3.3 Cause-Effect Learning Tests Operant and instrumental conditioning (cause-effect learning) paradigms test whether associations are formed between environmental stimuli and voluntary behavior, governed by reward or punishment. Virtual or physical environments similar to the mazes and runways presented in classic psychology experiments can be created to test such learning. These include runways along which an agent or robot can move, T-mazes and radial-arm mazes permitting choice of paths, two-compartment shuttle boxes to test escape and avoidance learning, more complex mazes like those used by Tolman [6] to demonstrate existence of cognitive maps, virtual or physical “Skinner boxes” (single and two-choice lever-pressing boxes). Equivalent behaviors can be devised, such as moving to a specific region of the environment to obtain reward. To pass these tests, a system must show a reliable relationship between reward, punishment, and subsequent behavior. The system should increase its behavior in response to a reinforcer, decrease it in response to a punishment or in the absence of a reinforcer.
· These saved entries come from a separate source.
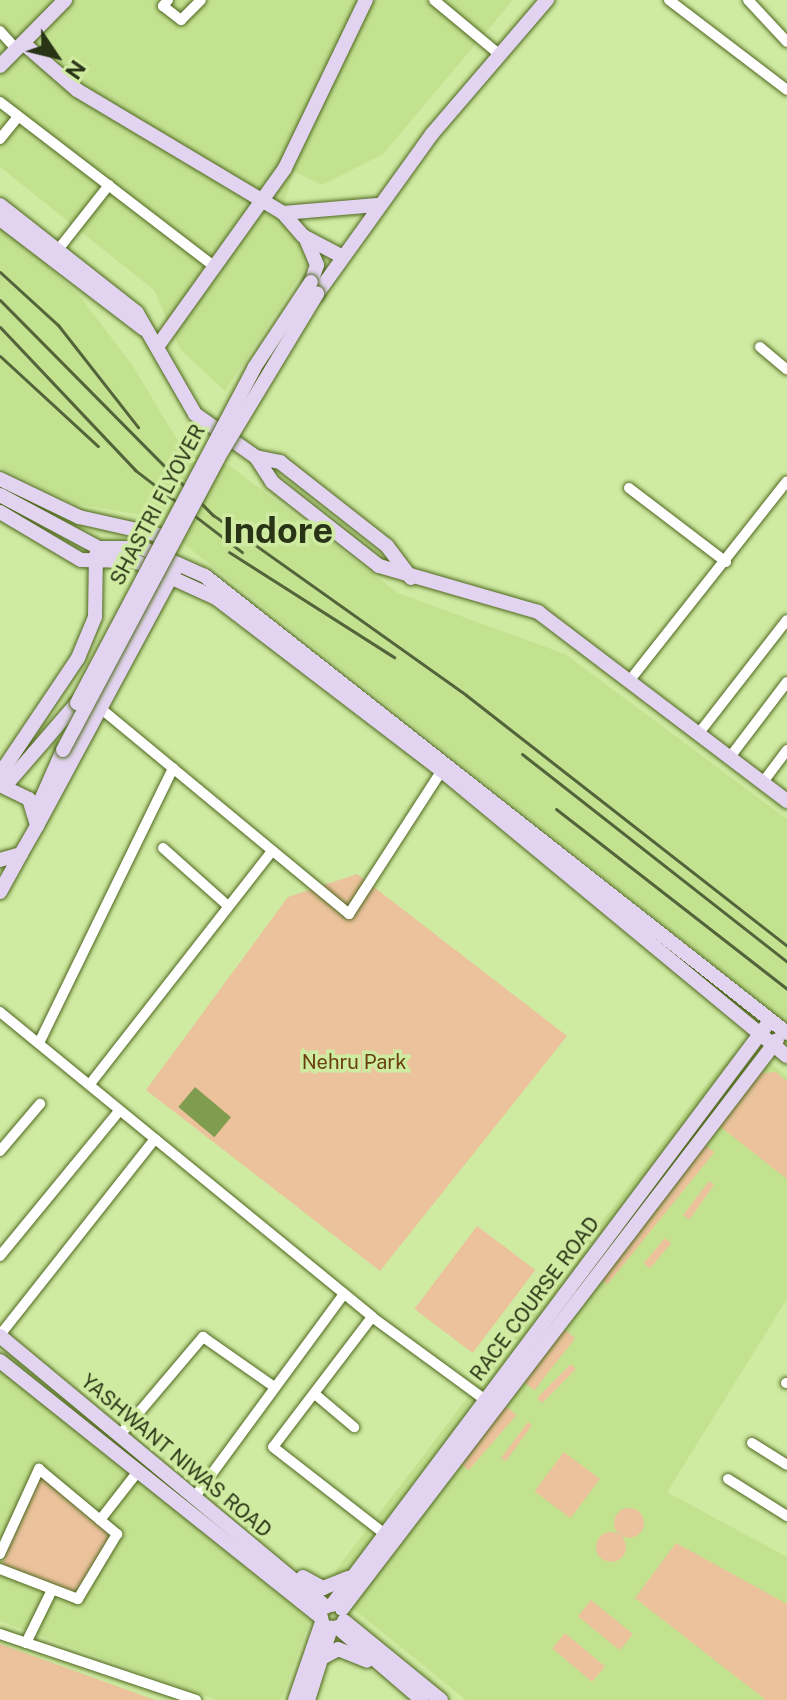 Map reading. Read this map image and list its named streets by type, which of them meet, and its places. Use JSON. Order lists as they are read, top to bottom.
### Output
{
  "streets": {
    "street": ["SHASTRI FLYOVER", "RACE COURSE ROAD", "YASHWANT NIWAS ROAD"]
  },
  "crossings": [
    ["RACE COURSE ROAD", "YASHWANT NIWAS ROAD"]
  ],
  "districts": ["Indore"],
  "parks": ["Nehru Park"],
  "north": "bottom right"
} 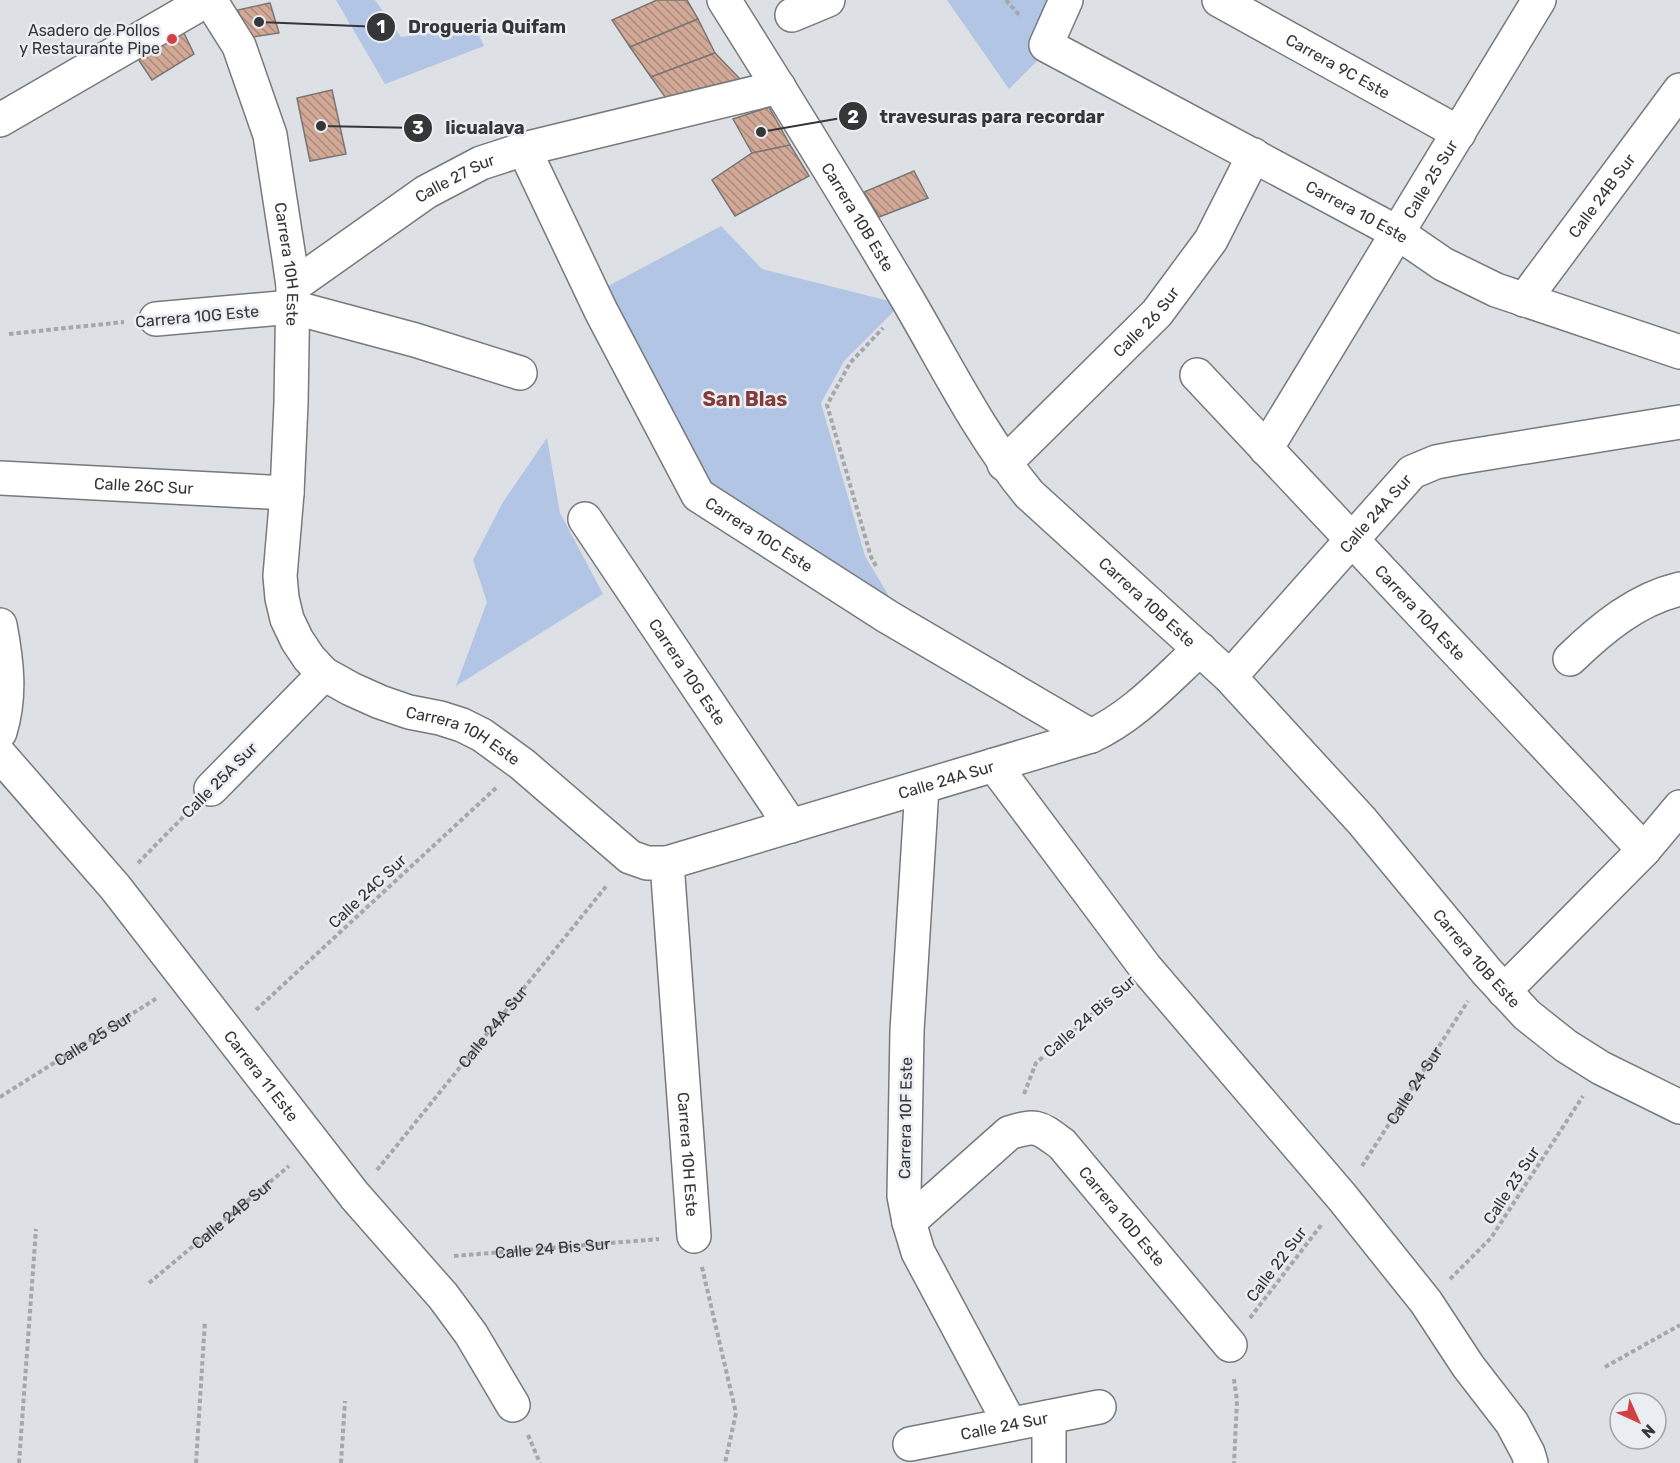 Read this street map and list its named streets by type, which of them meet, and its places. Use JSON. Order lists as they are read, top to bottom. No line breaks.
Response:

It should also conform to effects of changes in size, rates and timing of reinforcement, as described in the literature on schedules of reinforcement [4, 5]. Further tests of complex contingencies can show that the system has the capacity to monitor longer chains of behavior and form more complex goals. Learning theory includes descriptions of several more sophisticated learning phenomena involving expectations, multiple reinforcers and behavioral allocation (dividing attention between two sources of reward). We expect that a system should show similar behaviors, including Crespi’s depression effect, punishment effects, a partial
reinforcement effect, adherence to Premack’s principle and Herrnstein’s matching law, all classic learning phenomena described in textbooks [4, 5].
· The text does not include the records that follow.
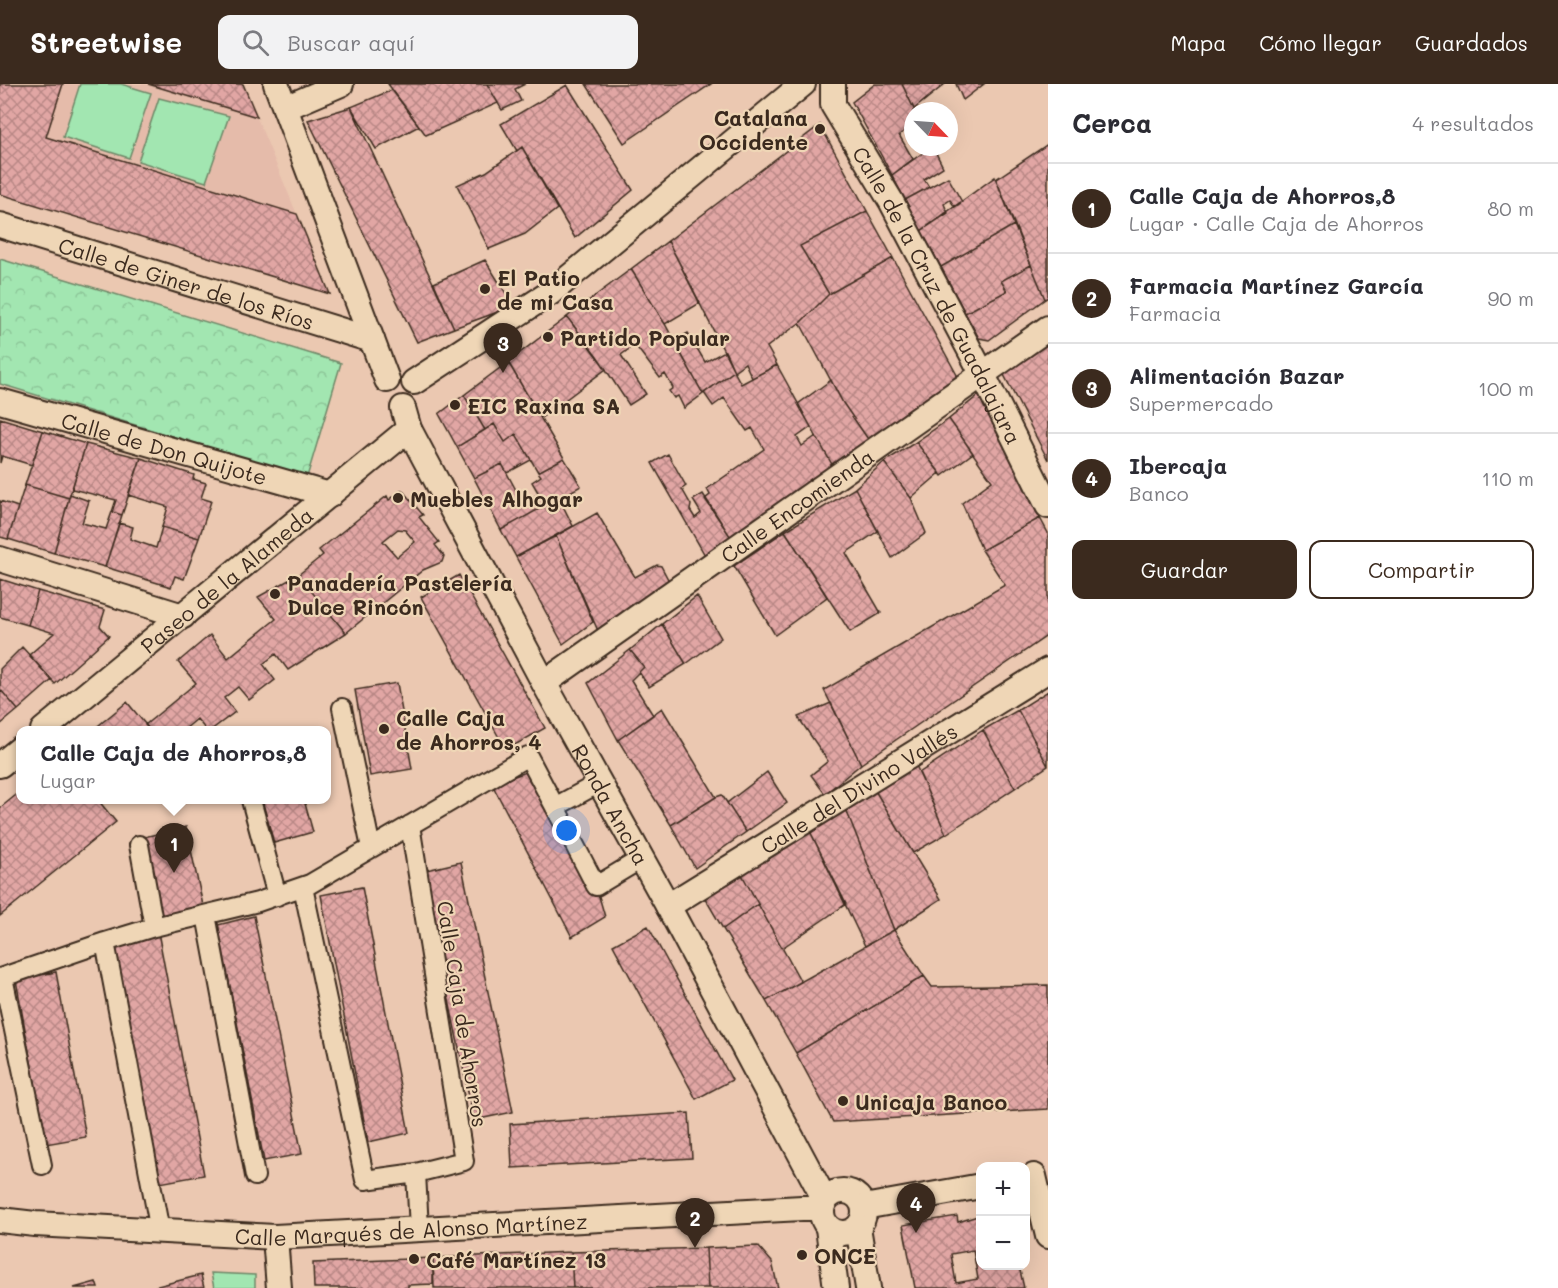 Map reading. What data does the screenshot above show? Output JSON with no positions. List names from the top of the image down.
{
  "streets": {
    "street": [
      "Calle de Giner de los Ríos",
      "Calle de la Cruz de Guadalajara",
      "Calle de Don Quijote",
      "Calle Encomienda",
      "Paseo de la Alameda",
      "Calle del Divino Vallés",
      "Ronda Ancha",
      "Calle Caja de Ahorros",
      "Calle Marqués de Alonso Martínez"
    ]
  },
  "crossings": [
    ["Calle de la Cruz de Guadalajara", "Calle Encomienda"],
    ["Calle de Don Quijote", "Paseo de la Alameda"],
    ["Calle Encomienda", "Ronda Ancha"],
    ["Paseo de la Alameda", "Ronda Ancha"],
    ["Calle del Divino Vallés", "Ronda Ancha"],
    ["Ronda Ancha", "Calle Marqués de Alonso Martínez"]
  ],
  "places": [
    "Catalana Occidente",
    "El Patio de mi Casa",
    "Partido Popular",
    "EIC Raxina SA",
    "Muebles Alhogar",
    "Panadería Pastelería Dulce Rincón",
    "Calle Caja de Ahorros, 4",
    "Unicaja Banco",
    "ONCE",
    "Café Martínez 13"
  ],
  "north": "bottom right",
  "page": {
    "header": "Streetwise",
    "search": "Buscar aquí",
    "nav": ["Mapa", "Cómo llegar", "Guardados"],
    "heading": ["Cerca", "4 resultados"],
    "list": [
      {
        "mark": "1",
        "name": "Calle Caja de Ahorros,8",
        "note": "Lugar · Calle Caja de Ahorros",
        "value": "80 m"
      },
      {
        "mark": "2",
        "name": "Farmacia Martínez García",
        "note": "Farmacia",
        "value": "90 m"
      },
      {
        "mark": "3",
        "name": "Alimentación Bazar",
        "note": "Supermercado",
        "value": "100 m"
      },
      {
        "mark": "4",
        "name": "Ibercaja",
        "note": "Banco",
        "value": "110 m"
      }
    ],
    "pins": [
      "3",
      "1",
      "4",
      "2"
    ],
    "buttons": ["Guardar", "Compartir"],
    "popup": ["Calle Caja de Ahorros,8", "Lugar"],
    "map_buttons": ["+", "−"]
  }
}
3.4 Tests of Purposeful Behavior Simple cause-effect learning does not necessarily imply that an organism has formed a mental representation of its goal states. Tolman’s [6] paradigms can be adapted to demonstrate existence of purpose, expectations, and mental maps in a system. A system must be capable of representing aspects of its environment for future use, even when those representations are not directly related to a current operation or goal state. Latent learning studies can be used to show that mental representations are being formed without reward. Learned helplessness and phobias are both examples of phenomena demonstrating the existence of expectations. Learned helplessness occurs when an organism is subjected to punishment but can do nothing to escape it, and it results in a change in expectations about effectiveness of future activity. Phobias represent acquisition of a classically conditioned association between some environmental cue and an aversive event. Observation of phobias indicates formation of expectations about negative events, plus beliefs about what behaviors will prevent those events. Suitable paradigms for testing each of these can be adapted.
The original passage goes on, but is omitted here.